Immigration imposes an excessive burden on the economy by increasing social structure pressure. Unemployed immigrants tend to benefit from the services of the government without paying taxes that run the public facilities they are using. Countries experiencing a high influx of immigrants have to increase the cost of their revenue on services such as healthcare and education to accommodate the immigrant population. For instance, the US spends more than $18 billion to finance the healthcare of unauthorized immigrants (Flavin et al.). Most of these funds are drawn from the taxes contributed by the citizens.

Furthermore, immigration has been a significant cause of the problem of unemployment. Many immigrants are taking employment opportunities meant for the local population, thus rendering local workers unemployed (Edo). As a result, the competition in the labor market increases. When this competition is stiff, the wages are likely to reduce due to readily available labor. Many immigrant workers tend to be willing to work under the prevailing wage rates at the detriment of the local population, which often requires conducive working conditions and favorable wages. In addition, immigration creates a social-cultural conflict between the local population and the immigrants whose cultural backgrounds contradict that of the local population. Such a conflict can result in discrimination and other forms of social injustices.


To summarize, with proper migration policy and management, immigration can stimulate the development and economic wellbeing of the citizens in the recipient country. Immigration presents positive and negative consequences. However, the positive effects of immigration outweigh its negative impact, especially by preventing labor shortages in the economy and increasing the demand for products. Additionally, immigration increases creativity and innovation in the labor market due to increased competition. Improved quality of the labor force leads to increased productivity which stimulates economic growth of the recipient country.

Works Cited

“America Works Data Center”. Uschamber.Com, 2022.

“International Migration 2020 Highlights | United Nations”. United Nations, 2021.

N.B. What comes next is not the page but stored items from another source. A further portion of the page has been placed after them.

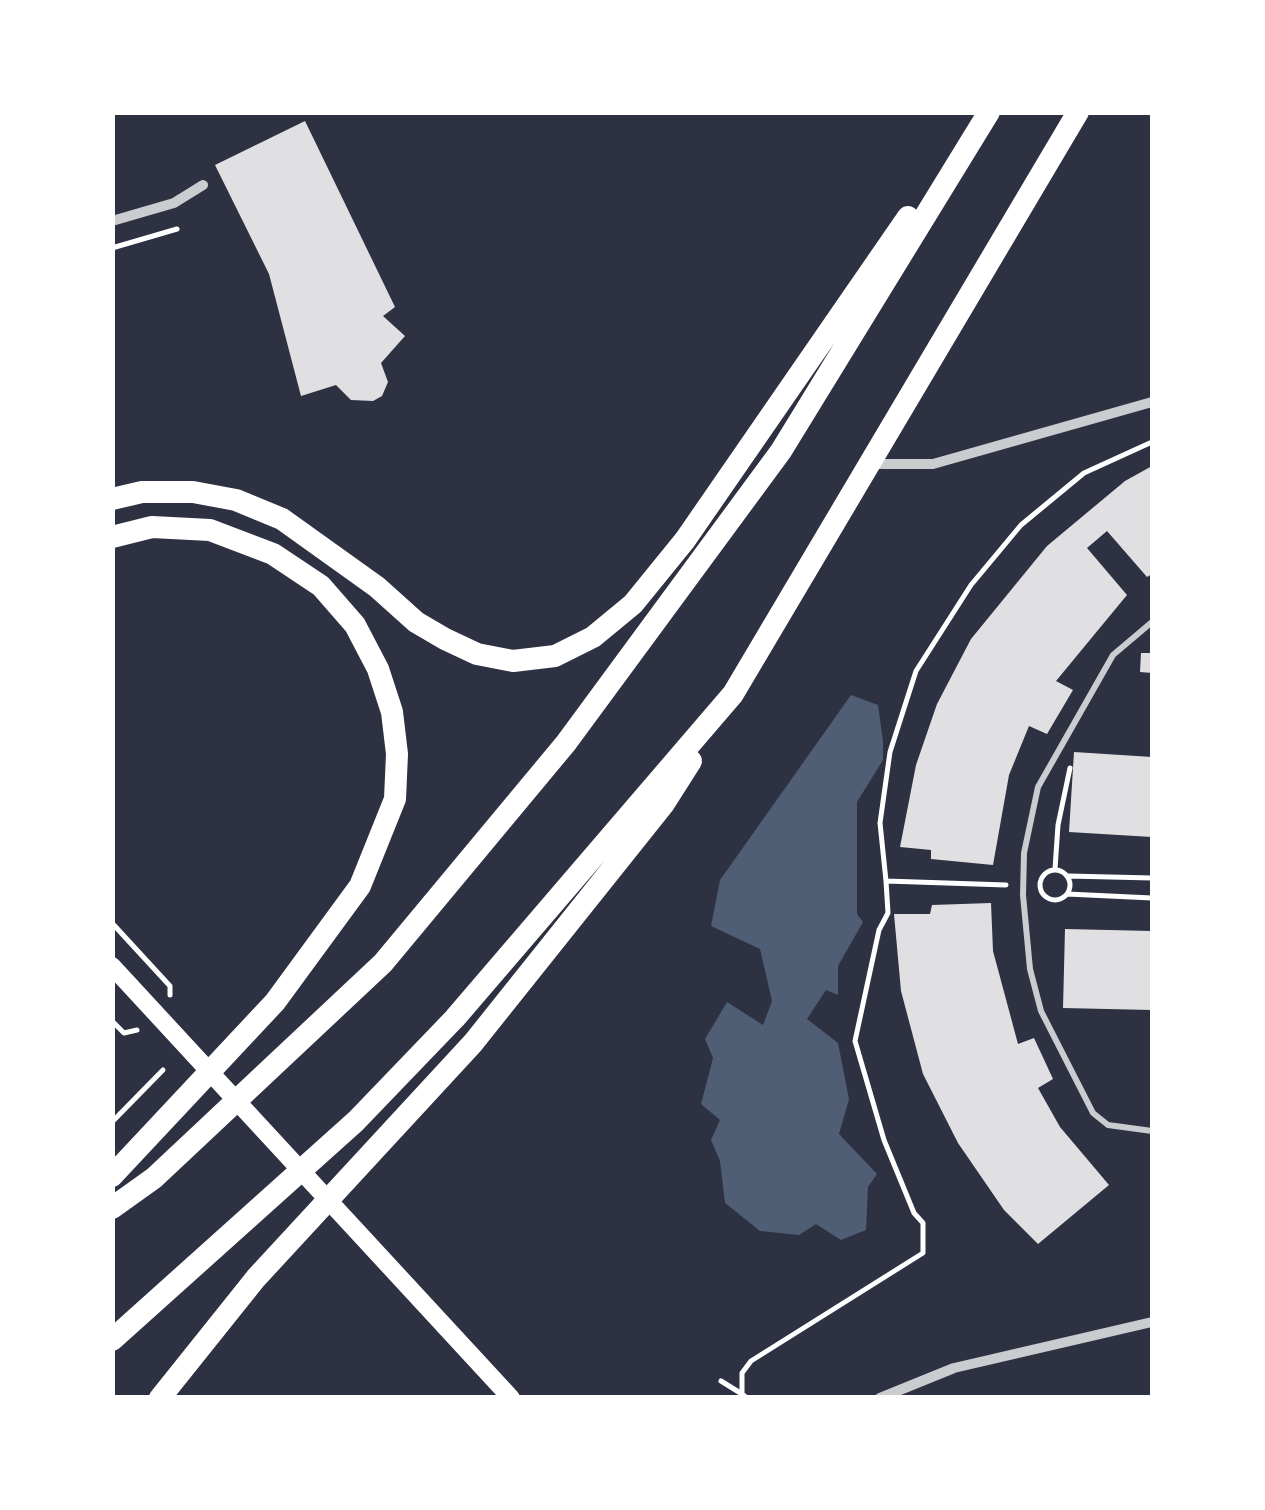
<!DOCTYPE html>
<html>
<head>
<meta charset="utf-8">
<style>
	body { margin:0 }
	#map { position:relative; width:1265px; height:1510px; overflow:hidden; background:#2d3142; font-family:Bitter,serif }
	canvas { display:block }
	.frame { position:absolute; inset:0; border:115px solid #fff; pointer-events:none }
</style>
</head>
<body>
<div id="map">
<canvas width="1265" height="1510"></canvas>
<div class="frame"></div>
</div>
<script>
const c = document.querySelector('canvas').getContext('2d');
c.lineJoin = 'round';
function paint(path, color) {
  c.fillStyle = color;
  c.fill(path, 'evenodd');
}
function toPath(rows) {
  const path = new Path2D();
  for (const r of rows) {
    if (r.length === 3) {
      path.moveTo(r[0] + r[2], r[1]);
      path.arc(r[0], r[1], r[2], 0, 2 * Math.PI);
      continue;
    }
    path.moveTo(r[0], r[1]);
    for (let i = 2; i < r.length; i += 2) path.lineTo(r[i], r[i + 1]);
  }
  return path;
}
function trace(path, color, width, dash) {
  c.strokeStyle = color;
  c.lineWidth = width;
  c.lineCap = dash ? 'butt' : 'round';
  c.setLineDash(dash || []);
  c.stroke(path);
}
paint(toPath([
	[851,695,878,705,883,741,883,760,857,802,857,914,863,922,838,966,838,995,826,990,807,1019,838,1043,849,1099,839,1134,877,1174,868,1187,866,1230,841,1240,816,1224,799,1235,760,1231,725,1203,720,1161,711,1140,720,1120,701,1104,713,1058,705,1039,727,1002,763,1025,772,1001,760,949,711,926,720,880]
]), '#4f5d75');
paint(toPath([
	[305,121,395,307,383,316,405,336,381,363,388,382,382,396,373,401,351,400,336,385,301,396,269,274,215,165],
	[1152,466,1152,574,1147,577,1107,531,1087,548,1127,595,1056,681,1073,690,1047,734,1029,726,1009,775,993,865,931,859,931,850,900,847,916,765,937,704,971,639,1047,546,1125,481],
	[1141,653,1152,653,1152,673,1140,672],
	[1074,752,1152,757,1152,837,1069,832],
	[991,903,993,951,1018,1044,1034,1038,1053,1079,1038,1088,1060,1127,1109,1185,1038,1244,1004,1210,958,1143,923,1074,901,991,894,914,930,914,932,905],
	[1065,929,1152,931,1152,1010,1063,1008]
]), '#e0e0e3');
trace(toPath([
	[112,248,177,229],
	[1055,869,1058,825,1070,768],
	[1055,885,15],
	[1068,876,1152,878],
	[886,881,880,823,890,752,916,671,971,585,1021,525,1084,473,1152,442],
	[1067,894,1152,898],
	[112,923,170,986,170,995],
	[112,1021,124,1033,137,1030],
	[112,1122,163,1070],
	[721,1381,742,1394],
	[747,1398,742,1394,742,1373,751,1361,923,1253,923,1223,914,1213,884,1140,855,1041,879,930,888,913,886,881,1006,885]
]), '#fff', 5);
trace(toPath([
	[1152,622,1113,655,1038,787,1024,853,1023,895,1030,969,1041,1011,1093,1113,1108,1125,1152,1131]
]), '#caccd0', 6);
trace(toPath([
	[112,221,174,203,203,185],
	[873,464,933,464,1152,402],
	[880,1398,954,1368,1152,1322]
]), '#caccd0', 10);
trace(toPath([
	[112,966,511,1398]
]), '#fff', 18);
trace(toPath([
	[112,499,142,492,193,492,236,500,282,519,377,587,416,622,445,639,477,654,513,661,555,656,593,637,633,604,685,540,908,217],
	[112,537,152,527,210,530,273,554,321,586,355,625,378,669,392,712,397,754,395,799,360,886,275,1002,112,1176],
	[112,1208,154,1178,383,963,566,743,781,451,989,112],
	[112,1340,356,1121,455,1018,733,694,1078,112],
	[160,1398,256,1278,473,1043,663,805,691,761]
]), '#fff', 22);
</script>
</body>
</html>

“UNHCR – Refugee Statistics”. UNHCR, 2022.

Batalova Jeanne, Andriy Shymonyak, and Michelle Mittelstadt. “Immigration Data Matters”. Migrationpolicy.Org, 2020.

Edo, Anthony. “The impact of immigration on the labor market.” Journal of Economic Surveys 33.3 (2019): 922-948.

Flavin, Lila, et al. “Medical expenditures on and by immigrant populations in the United States: a systematic review.” International Journal of Health Services 48.4 (2018): 601-621.

Nowrasteh, Alex. “The Decline of Legal Immigration.” (2022).